Aparat Desa Tanjungsari Bingung ke Penyidik Polres

KARAWANG, TVBERITA.CO.ID- Aparat Desa Tanjungsari, Kecamatan Cilebar, bingung dengan sikap penyidik Polres Karawang yang menjadikan Akta Jual Beli (AJB) milik Nurlela Tambunan, sebagai salah satu dasar diprosesnya perkara tindak pidana menempatkan keterangan palsu di dalam akta autentik yang menjerat Kepala Desa Tanjungsari, Wawan Eka Saputra.

 

Pasalnya, AJB yang dimiliki oleh Nurlela dikeluarkan dan ditanda tangani oleh Kepala Desa Tanjungjaya tahun 1982. Sementara objek tanah berada di Desa Tanjungsari yang saat itu juga telah memiliki kepala desa, hasil pemekaran dari Desa Tanjungjaya dalam wilayah Kecamatan Rawamerta.

“Kami juga bingung, tanah itu AJB-nya Desa Tanjungjaya. Padahal dari lokasi tanah milik Nurlela itu jaraknya sekitar 0,5 kilometer dengan Desa Tanjungjaya, dan tanah sawah di sebelahnya yang berbatasan dengan Desa Tanjungjaya justru sudah benar masuk wilayah Desa Tanjungsari,” ujar Kepala Urusan (Kaur) Umum Desa Tanjungsari, Caryo Caryono, Selasa (28/11).

Ia mengungkapkan, perkara hukum yang menjerat Wawan bersama dua tersangka lainnya, Anom Suganda selaku Ketua Dewan Kemakmuran Masjid (DKM) Al-Mukarammah serta Otih, akibat Nurlela merasa tanah miliknya berkurang dari total yang tertulis dalam AJB tersebut.

“Dalam AJB memang tercantum 10.360 meter persegi, tapi dalam tagihan Pajak Bumi dan Bangunan (PBB) hanya 6.747 meter persegi luasnya. Nah Nurlela itu menganggap lahanya diambil oleh orang lain. Karena memang tanah sawah miliknya satu hamparan dengan milik Acang yang dijual kepada pihak DKM dan dijadikan tanah wakaf untuk kemakmuran dan operasional masjid,” katanya.

Padahal objek tanah Nurlela dan Acang berbeda, dan AJB keduanya juga tidak ada sangkut pautnya sampai hari ini Desa Tanjungjaya masuk dalam wilayah Kecamatan Tempuran, sementara Desa Tanjungsari masuk wilayah Kecamatan Cilebar.

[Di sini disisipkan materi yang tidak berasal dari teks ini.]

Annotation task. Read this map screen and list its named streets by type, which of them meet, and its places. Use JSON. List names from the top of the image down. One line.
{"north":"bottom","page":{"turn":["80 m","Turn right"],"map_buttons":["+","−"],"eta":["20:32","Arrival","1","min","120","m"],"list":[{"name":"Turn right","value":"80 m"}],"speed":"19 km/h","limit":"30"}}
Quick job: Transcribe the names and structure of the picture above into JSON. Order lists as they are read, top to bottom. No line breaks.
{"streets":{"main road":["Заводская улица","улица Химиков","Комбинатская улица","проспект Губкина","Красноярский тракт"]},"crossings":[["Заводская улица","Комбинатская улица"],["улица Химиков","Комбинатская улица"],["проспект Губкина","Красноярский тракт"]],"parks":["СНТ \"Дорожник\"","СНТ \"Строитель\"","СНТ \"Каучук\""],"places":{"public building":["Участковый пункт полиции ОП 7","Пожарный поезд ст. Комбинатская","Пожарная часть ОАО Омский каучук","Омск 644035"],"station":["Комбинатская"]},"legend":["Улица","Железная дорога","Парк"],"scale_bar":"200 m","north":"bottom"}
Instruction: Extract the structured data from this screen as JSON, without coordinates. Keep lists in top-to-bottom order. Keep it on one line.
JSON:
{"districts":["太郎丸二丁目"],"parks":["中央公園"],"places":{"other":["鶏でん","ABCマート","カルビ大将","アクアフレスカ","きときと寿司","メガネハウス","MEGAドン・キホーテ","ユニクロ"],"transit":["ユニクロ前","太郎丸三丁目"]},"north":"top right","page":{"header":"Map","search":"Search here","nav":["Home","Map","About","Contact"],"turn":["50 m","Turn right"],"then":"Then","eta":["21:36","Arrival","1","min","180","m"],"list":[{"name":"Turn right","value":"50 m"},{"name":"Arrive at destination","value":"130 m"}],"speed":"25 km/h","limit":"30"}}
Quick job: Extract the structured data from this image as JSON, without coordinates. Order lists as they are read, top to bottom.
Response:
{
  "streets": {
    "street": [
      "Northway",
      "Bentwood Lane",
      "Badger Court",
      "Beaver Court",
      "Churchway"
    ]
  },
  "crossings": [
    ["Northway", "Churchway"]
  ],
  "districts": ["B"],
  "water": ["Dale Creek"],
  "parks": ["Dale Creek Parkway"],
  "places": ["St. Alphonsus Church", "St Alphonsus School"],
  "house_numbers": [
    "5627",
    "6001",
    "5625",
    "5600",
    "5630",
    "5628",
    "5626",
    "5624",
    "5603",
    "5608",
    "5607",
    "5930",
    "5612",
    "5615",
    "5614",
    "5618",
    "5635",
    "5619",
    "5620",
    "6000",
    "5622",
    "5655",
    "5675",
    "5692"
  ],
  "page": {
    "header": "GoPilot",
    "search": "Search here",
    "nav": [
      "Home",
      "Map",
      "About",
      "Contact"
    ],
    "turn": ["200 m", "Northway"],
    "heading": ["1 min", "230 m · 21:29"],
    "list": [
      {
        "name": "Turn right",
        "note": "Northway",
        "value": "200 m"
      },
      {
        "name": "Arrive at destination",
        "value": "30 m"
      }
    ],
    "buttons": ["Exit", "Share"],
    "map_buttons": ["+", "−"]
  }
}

Caryo menjelaskan, tanah sawah milik Nurlela terdiri dari 6 petak, sementara tanah Acang ada 4 petak seluas 6.700 meter persegi lebih. DKM membeli tanah Acang dalam dua tahap, yaitu dari Ati sebanyak 2 kotak pada tahun 2010 dan Otih sebanyak 2 kotak tahun 2016.

“Nurlela menganggap tanah miliknya terambil oleh Acang, karena setelah diukur luasnya kurang. Acang sendiri kemudian menjual 2 kotak ke Ati untuk kebutuhan berobat. Sisanya 2 kotak lagi ke DKM oleh Otih selaku ahli waris,” katanya yang juga pernah menjabat Sekretaris Desa Tanjungsari periode sebelumnya.

Nurlela kemudian melaporkan Wawan, Ati, Otih dan Anom karena menganggap ada pemalsuan AJB di atas lahan yang dianggap miliknya. Karena ia merasa luas lahannya adalah seperti yang tertulis di AJB, seluas 1 hektar lebih.

Anom sendiri terlibat karena menjadi wakil masyarakat atas nama Ketua DKM saat menandatangani AJB. “Jadi yang membeli tanah itu sebenarnya masyarakat dari hasil iuran, kemudian yang menandatangani AJB-nya Pak Anom,” katanya. (put/ds)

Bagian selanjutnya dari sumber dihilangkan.